▼▼▼
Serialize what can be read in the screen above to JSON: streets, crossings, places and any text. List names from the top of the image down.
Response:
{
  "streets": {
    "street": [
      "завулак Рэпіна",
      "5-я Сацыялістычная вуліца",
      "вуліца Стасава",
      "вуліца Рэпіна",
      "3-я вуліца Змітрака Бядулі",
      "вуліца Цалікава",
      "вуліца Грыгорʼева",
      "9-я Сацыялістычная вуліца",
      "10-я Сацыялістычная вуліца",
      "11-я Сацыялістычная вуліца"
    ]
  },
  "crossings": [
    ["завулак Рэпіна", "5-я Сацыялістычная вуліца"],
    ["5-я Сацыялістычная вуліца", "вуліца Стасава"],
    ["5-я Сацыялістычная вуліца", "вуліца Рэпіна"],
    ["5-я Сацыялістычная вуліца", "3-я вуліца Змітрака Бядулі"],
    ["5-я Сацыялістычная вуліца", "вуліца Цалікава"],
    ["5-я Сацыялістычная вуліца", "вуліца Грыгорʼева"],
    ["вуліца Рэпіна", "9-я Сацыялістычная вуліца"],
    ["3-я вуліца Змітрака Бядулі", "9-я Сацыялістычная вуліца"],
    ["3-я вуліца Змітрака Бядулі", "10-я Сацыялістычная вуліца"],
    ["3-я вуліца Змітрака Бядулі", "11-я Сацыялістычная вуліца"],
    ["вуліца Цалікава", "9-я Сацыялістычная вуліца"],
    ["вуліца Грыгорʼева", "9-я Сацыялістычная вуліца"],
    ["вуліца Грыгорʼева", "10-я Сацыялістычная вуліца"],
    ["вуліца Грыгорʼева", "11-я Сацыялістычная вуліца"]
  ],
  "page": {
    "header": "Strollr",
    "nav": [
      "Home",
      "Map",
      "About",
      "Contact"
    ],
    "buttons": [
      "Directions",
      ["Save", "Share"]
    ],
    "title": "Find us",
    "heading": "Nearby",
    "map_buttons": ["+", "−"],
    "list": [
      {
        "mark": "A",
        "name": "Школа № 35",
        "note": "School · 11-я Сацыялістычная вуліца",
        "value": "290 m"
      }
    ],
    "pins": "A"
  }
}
▲▲▲
REQUIRED ACTION –
Repeat all of the records, letter for letter.

TASK RESPONSE –
Serialize what can be read in the screen above to JSON: streets, crossings, places and any text. List names from the top of the image down.
Response:
{
  "streets": {
    "street": [
      "завулак Рэпіна",
      "5-я Сацыялістычная вуліца",
      "вуліца Стасава",
      "вуліца Рэпіна",
      "3-я вуліца Змітрака Бядулі",
      "вуліца Цалікава",
      "вуліца Грыгорʼева",
      "9-я Сацыялістычная вуліца",
      "10-я Сацыялістычная вуліца",
      "11-я Сацыялістычная вуліца"
    ]
  },
  "crossings": [
    ["завулак Рэпіна", "5-я Сацыялістычная вуліца"],
    ["5-я Сацыялістычная вуліца", "вуліца Стасава"],
    ["5-я Сацыялістычная вуліца", "вуліца Рэпіна"],
    ["5-я Сацыялістычная вуліца", "3-я вуліца Змітрака Бядулі"],
    ["5-я Сацыялістычная вуліца", "вуліца Цалікава"],
    ["5-я Сацыялістычная вуліца", "вуліца Грыгорʼева"],
    ["вуліца Рэпіна", "9-я Сацыялістычная вуліца"],
    ["3-я вуліца Змітрака Бядулі", "9-я Сацыялістычная вуліца"],
    ["3-я вуліца Змітрака Бядулі", "10-я Сацыялістычная вуліца"],
    ["3-я вуліца Змітрака Бядулі", "11-я Сацыялістычная вуліца"],
    ["вуліца Цалікава", "9-я Сацыялістычная вуліца"],
    ["вуліца Грыгорʼева", "9-я Сацыялістычная вуліца"],
    ["вуліца Грыгорʼева", "10-я Сацыялістычная вуліца"],
    ["вуліца Грыгорʼева", "11-я Сацыялістычная вуліца"]
  ],
  "page": {
    "header": "Strollr",
    "nav": [
      "Home",
      "Map",
      "About",
      "Contact"
    ],
    "buttons": [
      "Directions",
      ["Save", "Share"]
    ],
    "title": "Find us",
    "heading": "Nearby",
    "map_buttons": ["+", "−"],
    "list": [
      {
        "mark": "A",
        "name": "Школа № 35",
        "note": "School · 11-я Сацыялістычная вуліца",
        "value": "290 m"
      }
    ],
    "pins": "A"
  }
}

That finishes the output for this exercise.